Source unit is a Clarion CZ702 running to an Audio Systems X-Ion 70.6. On
the first 4 channels of the 70.6 I have HAT Imagine 6.5 set and the 5 and 6
channels are bridged together running the SI 12 Mag v3. All of it is being
ran active with the CZ702 and man I can't be more happy with the $100 spenton that head unit.

Now for the 12 Mag v3, this subwoofer is fantastic. I have it in a 1.75 ft3
enclosure tuned to 33hz off of 380wrms. I am totally blown away with how
natural sounding and transparent this sub can be and how rowdy it gets the
next. Now I loved my 12W6v2 and before owning the Mag v3 I still consider
that sub to be in my top 3 of all time cause I beat the hell out of it and
it just took it like a champ now I'm not so sure.
Now for a little breakdown.
Listening habits: Rock/classic rock mainly and R&B when my wife is in the
car.

Songs:
Atomship- Agent Orange, around the end of the song there is a huge bass linein this song and actually sounds like a 40hz test tone. I use this to see
how well a sub can produce that tone at a high volume. Its surprising how
many can't without sounding strained specially going right into kick drums
immediately after. Mag v3 handled it perfectly.

Guns and Roses-Civil War, just a great classic rock song that isn't bass
heavy but I have found on less quality subs they can really stand out in the
song and make it sound sloppy. The Mag v3 just kept up with kick drums and
really re-enforced the mids to sound really natural, like being at the
concert.

Lorde- Royals, bass line can sound really odd in this song with a lesser
quality sub again the Mag v3 blended effortlessly
There are so many other songs out there but those are the ones that stand out to me the most.
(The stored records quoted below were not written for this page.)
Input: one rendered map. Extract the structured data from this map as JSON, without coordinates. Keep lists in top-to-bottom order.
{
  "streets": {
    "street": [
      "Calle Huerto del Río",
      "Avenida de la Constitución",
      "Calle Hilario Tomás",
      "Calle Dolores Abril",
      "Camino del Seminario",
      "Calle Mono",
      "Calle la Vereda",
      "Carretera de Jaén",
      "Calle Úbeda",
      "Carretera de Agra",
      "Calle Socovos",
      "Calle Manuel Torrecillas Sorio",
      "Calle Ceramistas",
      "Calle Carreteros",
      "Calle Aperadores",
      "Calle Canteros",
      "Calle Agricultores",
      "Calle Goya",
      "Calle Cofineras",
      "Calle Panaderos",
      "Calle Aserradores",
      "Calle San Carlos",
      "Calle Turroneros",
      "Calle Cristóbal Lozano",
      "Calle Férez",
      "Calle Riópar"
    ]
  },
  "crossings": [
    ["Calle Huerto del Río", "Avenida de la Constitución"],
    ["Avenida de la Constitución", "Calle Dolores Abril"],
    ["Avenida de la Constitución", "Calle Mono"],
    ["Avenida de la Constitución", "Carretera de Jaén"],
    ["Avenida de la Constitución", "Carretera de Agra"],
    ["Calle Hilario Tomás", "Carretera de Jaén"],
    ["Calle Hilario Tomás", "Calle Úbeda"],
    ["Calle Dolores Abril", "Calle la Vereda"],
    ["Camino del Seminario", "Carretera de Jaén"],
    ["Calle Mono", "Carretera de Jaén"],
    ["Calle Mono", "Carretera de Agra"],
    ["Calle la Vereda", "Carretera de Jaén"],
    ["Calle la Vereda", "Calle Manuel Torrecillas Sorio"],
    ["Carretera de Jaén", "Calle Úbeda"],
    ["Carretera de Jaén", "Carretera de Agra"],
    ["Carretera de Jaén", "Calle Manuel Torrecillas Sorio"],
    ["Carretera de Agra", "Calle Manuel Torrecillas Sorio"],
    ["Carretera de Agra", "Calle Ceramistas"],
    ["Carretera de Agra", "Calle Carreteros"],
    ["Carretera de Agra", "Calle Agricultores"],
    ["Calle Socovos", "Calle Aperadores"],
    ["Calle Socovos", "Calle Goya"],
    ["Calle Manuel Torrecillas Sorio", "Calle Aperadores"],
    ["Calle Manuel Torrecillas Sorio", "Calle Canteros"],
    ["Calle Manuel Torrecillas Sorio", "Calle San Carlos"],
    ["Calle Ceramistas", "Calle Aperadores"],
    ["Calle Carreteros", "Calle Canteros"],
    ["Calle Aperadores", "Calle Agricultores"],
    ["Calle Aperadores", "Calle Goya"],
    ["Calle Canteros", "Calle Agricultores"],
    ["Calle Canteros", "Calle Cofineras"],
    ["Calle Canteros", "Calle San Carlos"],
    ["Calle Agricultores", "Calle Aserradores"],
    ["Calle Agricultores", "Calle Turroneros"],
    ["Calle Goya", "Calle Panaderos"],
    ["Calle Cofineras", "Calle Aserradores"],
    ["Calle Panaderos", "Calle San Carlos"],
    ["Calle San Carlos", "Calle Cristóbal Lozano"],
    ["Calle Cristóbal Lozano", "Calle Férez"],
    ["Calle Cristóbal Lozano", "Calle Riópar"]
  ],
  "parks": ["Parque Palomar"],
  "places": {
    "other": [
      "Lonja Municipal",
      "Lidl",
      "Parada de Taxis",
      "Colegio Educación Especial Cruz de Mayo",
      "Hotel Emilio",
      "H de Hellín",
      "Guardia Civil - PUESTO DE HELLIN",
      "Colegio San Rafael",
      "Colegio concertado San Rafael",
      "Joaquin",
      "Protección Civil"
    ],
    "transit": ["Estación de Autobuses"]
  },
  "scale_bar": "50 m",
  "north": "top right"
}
Performance: The Mag v3 is every bit the sub that the W6v2 was.

Price: I don't think I could ever justify the price of the W6 again while
the Mag v3 is on the market, it's a third of the price!

Verdict: I don't think I could recommend a better subwoofer if space isn't
an issue, the enclosure is large and that maybe is the only downfall to this
sub, but I would be willing to sacrifice the room. For the folks out there
that have bass head tendencies like I do but also like a clean sounding sub
this is the ticket. Thanks for reading and all comments are welcome.


----------



## etroze (Dec 24, 2013)

Please forgive me if I sound like I'm rambling, it's my first complete review I've attempted.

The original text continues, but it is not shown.